An Experimental study on the processing of two-clause sentences
DOI:
https://doi.org/10.17058/signo.v47i88.17399Abstract
Some temporal conjunctions can express a variety of meanings on a causal-temporal dimension. By inference, a when-clause may indicate a cause, an event prior in time, or even an event occurring simultaneously with the main clause event (Bever & Townsend, 1970). Using a self-paced reading experiment in the program Psyscope, we crossed the independent variables connective (when) and position (first position – Subordinate-Main – and second position – Main-Subordinate) to test if readers focus more on the main clause than on the subordinate clause and if readers use the order-of-mention strategy to interpret two-clause sentences conjoined with when establishing a causal-temporal relationship.

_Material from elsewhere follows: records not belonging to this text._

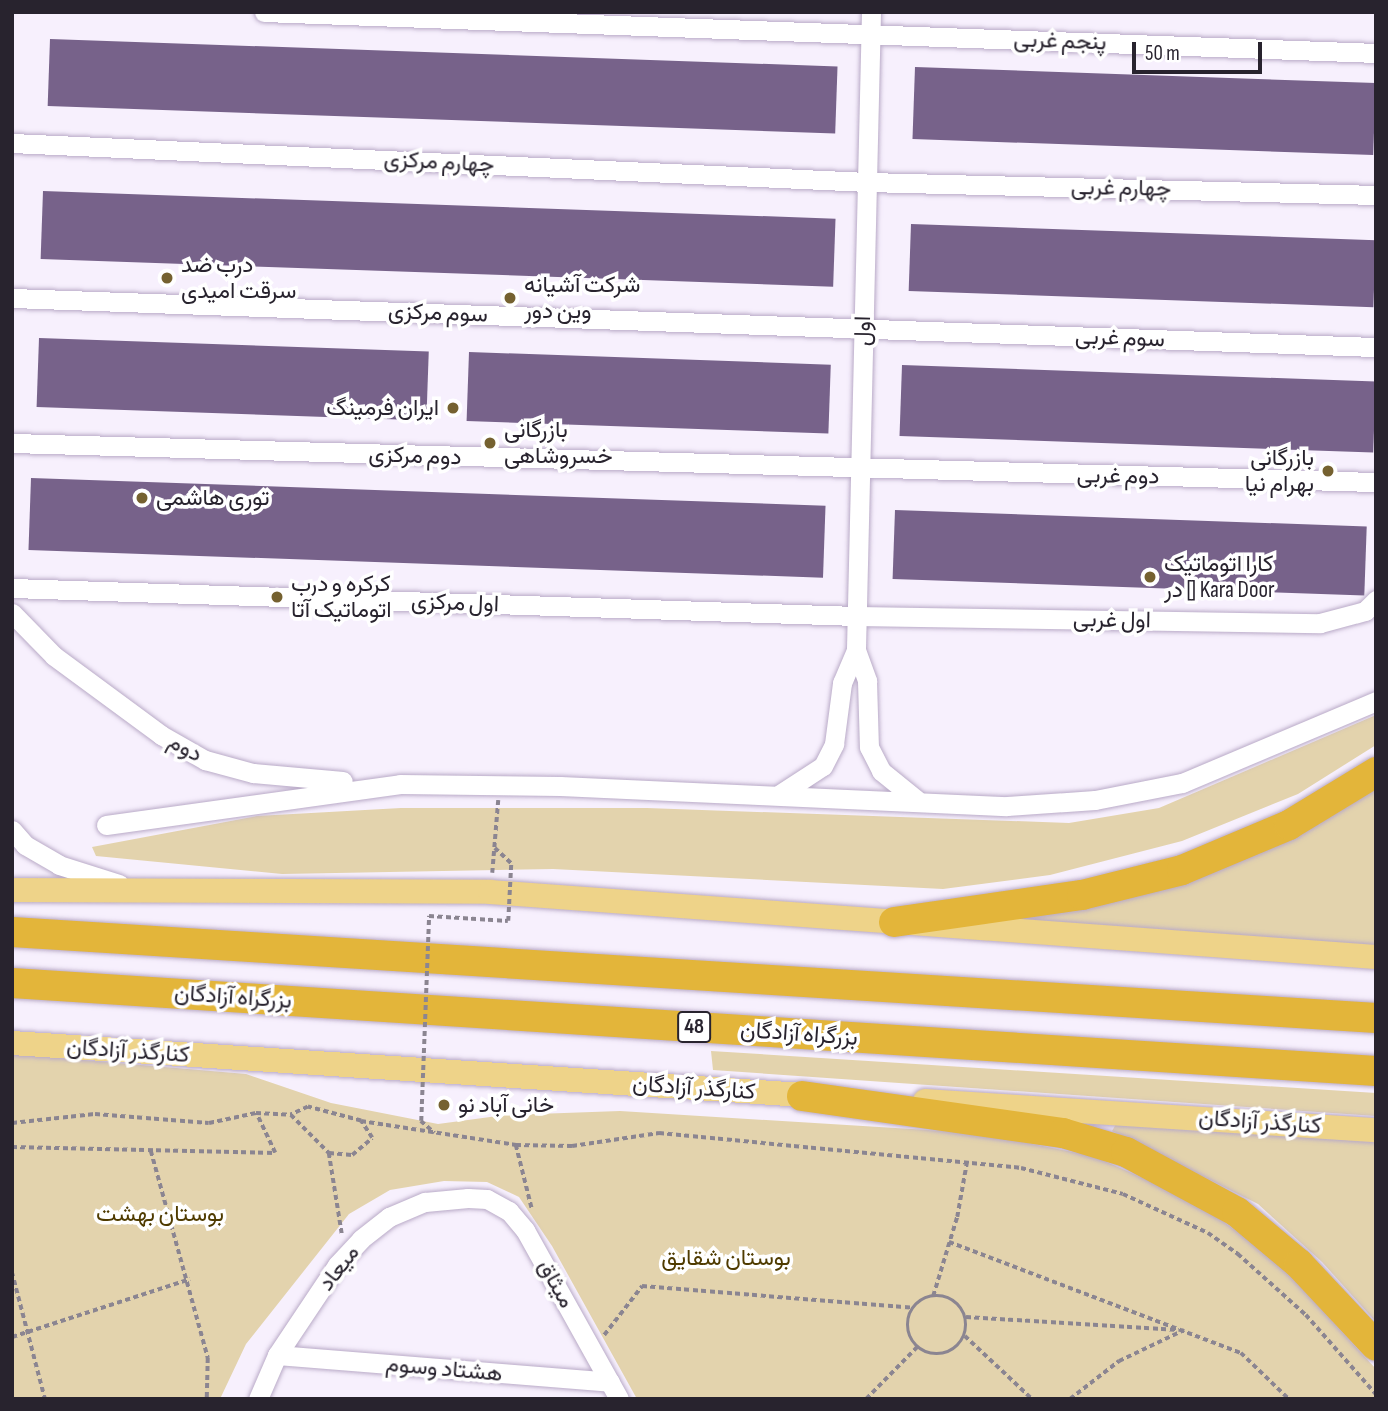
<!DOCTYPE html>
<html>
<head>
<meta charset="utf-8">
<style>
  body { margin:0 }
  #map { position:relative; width:1388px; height:1411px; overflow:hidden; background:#f7f0fd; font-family:"Sofia Sans Condensed",Vazirmatn,sans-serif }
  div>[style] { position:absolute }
  .green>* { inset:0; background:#e3d3ad }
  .building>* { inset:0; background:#77628a; transform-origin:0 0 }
  .path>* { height:3.5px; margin-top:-1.75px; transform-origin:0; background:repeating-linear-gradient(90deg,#8b8591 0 5px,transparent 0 8.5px) }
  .path>.ring { margin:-1.75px; padding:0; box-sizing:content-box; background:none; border:3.5px solid #8b8591; border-radius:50% }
  .roads { filter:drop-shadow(0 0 2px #b9aac7) drop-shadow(0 0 2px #b9aac7) }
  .minor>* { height:19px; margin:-9.5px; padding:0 9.5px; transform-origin:9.5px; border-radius:9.5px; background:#fff }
  .major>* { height:24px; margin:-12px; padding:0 12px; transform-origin:12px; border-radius:12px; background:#eed389 }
  .highway>* { height:30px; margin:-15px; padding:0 15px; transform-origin:15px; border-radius:15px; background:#e3b53a }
  .path-bridge>* { height:3.5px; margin-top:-1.75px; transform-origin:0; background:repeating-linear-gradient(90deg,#8b8591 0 5px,transparent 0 8.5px) }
  .dots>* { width:19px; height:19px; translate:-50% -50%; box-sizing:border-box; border:4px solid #fff; border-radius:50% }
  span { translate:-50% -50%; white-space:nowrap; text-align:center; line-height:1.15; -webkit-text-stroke:7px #fff; paint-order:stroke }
  .shield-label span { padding:2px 5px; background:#fff; border:2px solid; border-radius:5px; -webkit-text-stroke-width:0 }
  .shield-label { font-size:21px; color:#28232e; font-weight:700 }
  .street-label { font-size:23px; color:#28232e }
  .poi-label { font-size:23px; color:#28232e }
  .left { translate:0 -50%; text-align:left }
  .right { translate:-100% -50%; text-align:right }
  .park-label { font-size:23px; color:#4f3b00 }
  .frame { position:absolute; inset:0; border:14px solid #28232e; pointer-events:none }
  .scale { position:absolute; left:1132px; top:42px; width:130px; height:32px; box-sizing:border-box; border:4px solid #28232e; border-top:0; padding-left:9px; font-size:21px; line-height:24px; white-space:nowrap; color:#28232e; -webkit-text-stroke:5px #fff; paint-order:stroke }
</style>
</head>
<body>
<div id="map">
  <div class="green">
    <i style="clip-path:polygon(1376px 715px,1376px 745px,1298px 794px,1182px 841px,1050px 875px,943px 889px,553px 869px,282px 874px,96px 856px,92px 847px,257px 816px,401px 808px,647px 808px,1069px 823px,1159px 808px)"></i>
    <i style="clip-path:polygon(1376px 783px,1376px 947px,964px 919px,1080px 907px)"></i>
    <i style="clip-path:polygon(711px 1051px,1376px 1093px,1376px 1116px,713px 1070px)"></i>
    <i style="clip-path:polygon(12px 1054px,246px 1074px,331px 1103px,438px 1124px,505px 1115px,620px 1111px,976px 1133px,1093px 1156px,1195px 1201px,1275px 1259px,1376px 1369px,1376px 1399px,637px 1399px,552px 1246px,519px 1197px,487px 1182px,444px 1181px,390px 1190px,349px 1214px,246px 1344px,220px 1399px,12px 1399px)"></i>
    <i style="clip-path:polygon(1116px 1124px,1376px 1142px,1376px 1322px,1322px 1262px,1258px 1204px,1112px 1131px)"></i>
  </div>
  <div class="building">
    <i style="left:50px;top:39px;width:788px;height:67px;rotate:2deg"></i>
    <i style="left:915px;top:67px;width:461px;height:72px;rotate:2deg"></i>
    <i style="left:43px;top:191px;width:793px;height:68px;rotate:2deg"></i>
    <i style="left:911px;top:224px;width:465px;height:67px;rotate:2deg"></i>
    <i style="left:39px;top:338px;width:390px;height:69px;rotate:2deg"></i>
    <i style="left:469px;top:352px;width:362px;height:69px;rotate:2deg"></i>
    <i style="left:902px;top:365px;width:474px;height:71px;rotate:2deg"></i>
    <i style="left:31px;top:478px;width:795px;height:72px;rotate:2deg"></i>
    <i style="left:895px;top:510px;width:472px;height:69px;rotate:2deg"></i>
  </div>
  <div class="path">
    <i style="left:495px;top:848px;width:22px;rotate:43deg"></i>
    <i style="left:492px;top:873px;width:73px;rotate:-85.3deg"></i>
    <i style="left:361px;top:1121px;width:157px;rotate:8.8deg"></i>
    <i style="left:516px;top:1145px;width:66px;rotate:76deg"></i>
    <i style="left:421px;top:1121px;width:18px;rotate:41deg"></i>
    <i style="left:12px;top:1123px;width:83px;rotate:-6.2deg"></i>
    <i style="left:95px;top:1114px;width:114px;rotate:4.5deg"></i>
    <i style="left:209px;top:1123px;width:48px;rotate:-12deg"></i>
    <i style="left:516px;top:1145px;width:56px;rotate:1deg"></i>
    <i style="left:572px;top:1146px;width:88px;rotate:-8.5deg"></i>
    <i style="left:659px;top:1133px;width:364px;rotate:5.5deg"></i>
    <i style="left:1021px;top:1168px;width:105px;rotate:14.3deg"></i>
    <i style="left:1123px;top:1194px;width:94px;rotate:24.6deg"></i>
    <i style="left:1208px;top:1233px;width:37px;rotate:35deg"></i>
    <i style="left:1238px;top:1254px;width:91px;rotate:41.9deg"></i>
    <i style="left:1306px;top:1315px;width:106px;rotate:48.5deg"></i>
    <i style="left:12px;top:1147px;width:263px;rotate:1.3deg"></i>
    <i style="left:275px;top:1153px;width:44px;rotate:-115.4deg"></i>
    <i style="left:256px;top:1113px;width:35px;rotate:3deg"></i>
    <i style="left:151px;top:1151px;width:215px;rotate:74.6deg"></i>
    <i style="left:208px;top:1358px;width:41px;rotate:91.4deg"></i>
    <i style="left:329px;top:1153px;width:23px;rotate:5deg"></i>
    <i style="left:352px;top:1155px;width:26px;rotate:-40deg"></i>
    <i style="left:372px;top:1138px;width:20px;rotate:-123deg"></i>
    <i style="left:361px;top:1121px;width:55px;rotate:-165.2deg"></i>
    <i style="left:308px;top:1107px;width:19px;rotate:155deg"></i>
    <i style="left:291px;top:1115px;width:54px;rotate:45deg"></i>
    <i style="left:329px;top:1153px;width:82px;rotate:80.9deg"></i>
    <i style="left:949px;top:1242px;width:312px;rotate:20.8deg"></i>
    <i style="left:1241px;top:1353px;width:66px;rotate:43.8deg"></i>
    <i style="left:12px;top:1272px;width:131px;rotate:75.4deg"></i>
    <i class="ring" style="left:908px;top:1296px;width:54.5px;height:54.5px"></i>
    <i style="left:933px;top:1296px;width:83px;rotate:-73.1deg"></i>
    <i style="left:957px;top:1217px;width:57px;rotate:-79.9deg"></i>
    <i style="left:966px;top:1317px;width:213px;rotate:3.5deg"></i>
    <i style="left:604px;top:1335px;width:62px;rotate:-52.2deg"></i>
    <i style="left:642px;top:1286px;width:272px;rotate:4.6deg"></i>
    <i style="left:965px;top:1336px;width:92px;rotate:43.2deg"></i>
    <i style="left:12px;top:1337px;width:187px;rotate:-18deg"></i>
    <i style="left:866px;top:1399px;width:74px;rotate:-45.5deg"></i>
    <i style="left:1070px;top:1399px;width:62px;rotate:-37.8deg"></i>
    <i style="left:1119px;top:1361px;width:72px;rotate:-25.5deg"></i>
  </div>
  <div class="roads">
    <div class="minor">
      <i style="left:264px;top:12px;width:1113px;rotate:2.11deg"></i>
      <i style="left:871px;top:12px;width:638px;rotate:91.35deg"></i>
      <i style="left:856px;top:650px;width:33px;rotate:70deg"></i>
      <i style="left:867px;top:681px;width:66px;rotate:88.3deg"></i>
      <i style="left:869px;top:747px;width:27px;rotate:63deg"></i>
      <i style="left:881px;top:771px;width:46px;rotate:38.9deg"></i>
      <i style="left:12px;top:143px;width:856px;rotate:2.61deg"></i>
      <i style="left:867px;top:182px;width:509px;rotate:1.46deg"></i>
      <i style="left:12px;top:298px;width:1365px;rotate:2.06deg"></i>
      <i style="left:12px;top:443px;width:1365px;rotate:1.64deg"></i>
      <i style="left:12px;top:588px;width:844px;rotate:1.9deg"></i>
      <i style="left:856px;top:616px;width:464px;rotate:0.9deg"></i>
      <i style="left:1320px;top:623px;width:47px;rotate:-14.9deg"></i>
      <i style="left:1365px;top:611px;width:16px;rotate:-45deg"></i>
      <i style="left:12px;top:613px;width:60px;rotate:45.7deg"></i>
      <i style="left:54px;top:656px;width:133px;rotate:36.4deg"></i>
      <i style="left:161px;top:735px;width:51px;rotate:29.6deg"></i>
      <i style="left:205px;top:760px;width:50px;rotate:15.2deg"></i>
      <i style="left:253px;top:773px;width:90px;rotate:5.1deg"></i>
      <i style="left:780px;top:794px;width:51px;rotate:-33.1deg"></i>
      <i style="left:823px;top:766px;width:25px;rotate:-63deg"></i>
      <i style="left:834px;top:744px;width:62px;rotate:-82.5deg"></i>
      <i style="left:842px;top:683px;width:36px;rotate:-67deg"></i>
      <i style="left:106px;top:825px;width:297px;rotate:-7.9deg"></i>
      <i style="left:400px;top:784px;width:160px;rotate:0.7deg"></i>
      <i style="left:560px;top:786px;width:447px;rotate:2.6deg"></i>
      <i style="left:1007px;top:806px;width:88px;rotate:-3.9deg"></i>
      <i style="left:1095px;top:800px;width:89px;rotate:-11.1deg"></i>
      <i style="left:1182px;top:783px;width:211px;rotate:-22.9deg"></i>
      <i style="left:12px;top:830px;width:20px;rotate:49deg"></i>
      <i style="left:25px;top:845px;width:39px;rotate:30deg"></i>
      <i style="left:59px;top:865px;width:63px;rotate:17.6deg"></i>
      <i style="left:277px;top:1355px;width:334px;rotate:4.6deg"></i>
      <i style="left:258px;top:1399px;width:48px;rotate:-66.6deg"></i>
      <i style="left:277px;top:1355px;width:108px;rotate:-56.3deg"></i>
      <i style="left:337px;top:1265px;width:35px;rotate:-47deg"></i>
      <i style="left:361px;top:1239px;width:36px;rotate:-38deg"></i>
      <i style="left:389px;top:1217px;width:39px;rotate:-23deg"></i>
      <i style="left:425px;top:1202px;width:43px;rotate:-5.3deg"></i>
      <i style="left:468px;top:1198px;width:19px;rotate:3deg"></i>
      <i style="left:487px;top:1199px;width:25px;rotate:29deg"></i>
      <i style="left:509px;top:1211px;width:25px;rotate:50deg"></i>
      <i style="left:525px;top:1230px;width:193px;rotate:60.9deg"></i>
    </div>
    <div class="major">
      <i style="left:12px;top:890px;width:478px;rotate:0.2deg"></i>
      <i style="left:490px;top:892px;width:888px;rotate:4.2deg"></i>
      <i style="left:12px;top:1043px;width:808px;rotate:3.76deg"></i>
      <i style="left:925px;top:1101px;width:452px;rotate:3.7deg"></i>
    </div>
    <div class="highway">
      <i style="left:894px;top:922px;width:190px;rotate:-8.2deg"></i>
      <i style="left:1082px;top:895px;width:103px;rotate:-14deg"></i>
      <i style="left:1182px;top:870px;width:116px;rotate:-22.8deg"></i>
      <i style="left:1289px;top:825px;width:102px;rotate:-31.3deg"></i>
      <i style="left:12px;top:932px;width:1367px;rotate:3.61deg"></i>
      <i style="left:12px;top:983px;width:1367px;rotate:3.69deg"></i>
      <i style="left:802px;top:1096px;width:264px;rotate:8.1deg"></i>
      <i style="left:1063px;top:1133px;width:66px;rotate:16.8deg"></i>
      <i style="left:1126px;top:1152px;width:126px;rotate:28.4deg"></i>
      <i style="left:1237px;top:1212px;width:81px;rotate:40deg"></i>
      <i style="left:1299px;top:1264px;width:112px;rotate:46.8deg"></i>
    </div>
  </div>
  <div class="path-bridge">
    <i style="left:421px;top:1121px;width:205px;rotate:-87.8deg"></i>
    <i style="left:429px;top:916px;width:79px;rotate:3.6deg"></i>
    <i style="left:508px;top:921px;width:58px;rotate:-87deg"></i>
  </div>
  <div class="dots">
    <i style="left:167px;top:278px;background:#756130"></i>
    <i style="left:510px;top:298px;background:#756130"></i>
    <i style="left:453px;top:408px;background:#756130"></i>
    <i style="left:490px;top:443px;background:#756130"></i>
    <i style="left:1328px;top:471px;background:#756130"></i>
    <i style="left:142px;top:498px;background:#756130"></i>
    <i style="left:1150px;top:577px;background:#756130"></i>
    <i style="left:277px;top:597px;background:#756130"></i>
    <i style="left:444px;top:1105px;background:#756130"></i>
  </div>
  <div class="shield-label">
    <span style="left:694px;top:1027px">48</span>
  </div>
  <div class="street-label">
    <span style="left:1060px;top:41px;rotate:2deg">پنجم غربی</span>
    <span style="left:439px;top:162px;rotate:3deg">چهارم مرکزی</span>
    <span style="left:1121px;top:188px;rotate:1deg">چهارم غربی</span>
    <span style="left:438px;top:313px;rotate:2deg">سوم مرکزی</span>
    <span style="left:863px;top:331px;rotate:-89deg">اول</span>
    <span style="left:1120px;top:338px;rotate:2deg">سوم غربی</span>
    <span style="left:415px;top:456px;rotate:2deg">دوم مرکزی</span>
    <span style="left:1118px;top:476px;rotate:1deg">دوم غربی</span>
    <span style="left:455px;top:603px;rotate:2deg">اول مرکزی</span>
    <span style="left:1112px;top:620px;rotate:1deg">اول غربی</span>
    <span style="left:185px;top:748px;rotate:28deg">دوم</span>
    <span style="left:233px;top:997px;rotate:4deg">بزرگراه آزادگان</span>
    <span style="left:799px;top:1034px;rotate:4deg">بزرگراه آزادگان</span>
    <span style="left:128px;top:1051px;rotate:4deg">کنارگذر آزادگان</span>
    <span style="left:694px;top:1088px;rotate:4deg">کنارگذر آزادگان</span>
    <span style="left:1260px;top:1122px;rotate:4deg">کنارگذر آزادگان</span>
    <span style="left:339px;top:1268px;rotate:-52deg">میعاد</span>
    <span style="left:556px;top:1284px;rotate:61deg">میثاق</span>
    <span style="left:444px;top:1369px;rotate:5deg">هشتاد وسوم</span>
  </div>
  <div class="poi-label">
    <span class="left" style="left:181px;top:278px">درب ضد<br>سرقت امیدی</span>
    <span class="left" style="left:524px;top:298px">شرکت آشیانه<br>وین دور</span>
    <span class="right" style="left:439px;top:408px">ایران فرمینگ</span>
    <span class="left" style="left:504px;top:443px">بازرگانی<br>خسروشاهی</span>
    <span class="right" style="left:1314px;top:471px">بازرگانی<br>بهرام نیا</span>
    <span class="left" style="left:156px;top:498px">توری هاشمی</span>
    <span class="left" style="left:1164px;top:577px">کارا اتوماتیک<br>در [] Kara Door</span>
    <span class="left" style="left:291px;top:597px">کرکره و درب<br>اتوماتیک آتا</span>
    <span class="left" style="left:458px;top:1105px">خانی آباد نو</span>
  </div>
  <div class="park-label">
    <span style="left:160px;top:1214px">بوستان بهشت</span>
    <span style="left:726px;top:1258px">بوستان شقایق</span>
  </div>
  <div class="frame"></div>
  <div class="scale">50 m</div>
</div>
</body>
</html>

Our results showed a significant effect of both structure and position factors. The online results showed that, in general, the main clause receives more reading times than the subordinate clause and that readers spent more time reading the main-subordinate sentences. The offline results indicate that the information about the first event is easier to recall if the when-clause is the first clause. Thus, the subordinate-main condition presented more accuracy rates. The order of mention strategy did not seem to be used during sentence reading processing, however, the accuracy rates were higher in conditions, in which the linguistic order mirrored the occurrence order. The main-subordinate order affected the ease of late comprehension, although it eased the reading processing.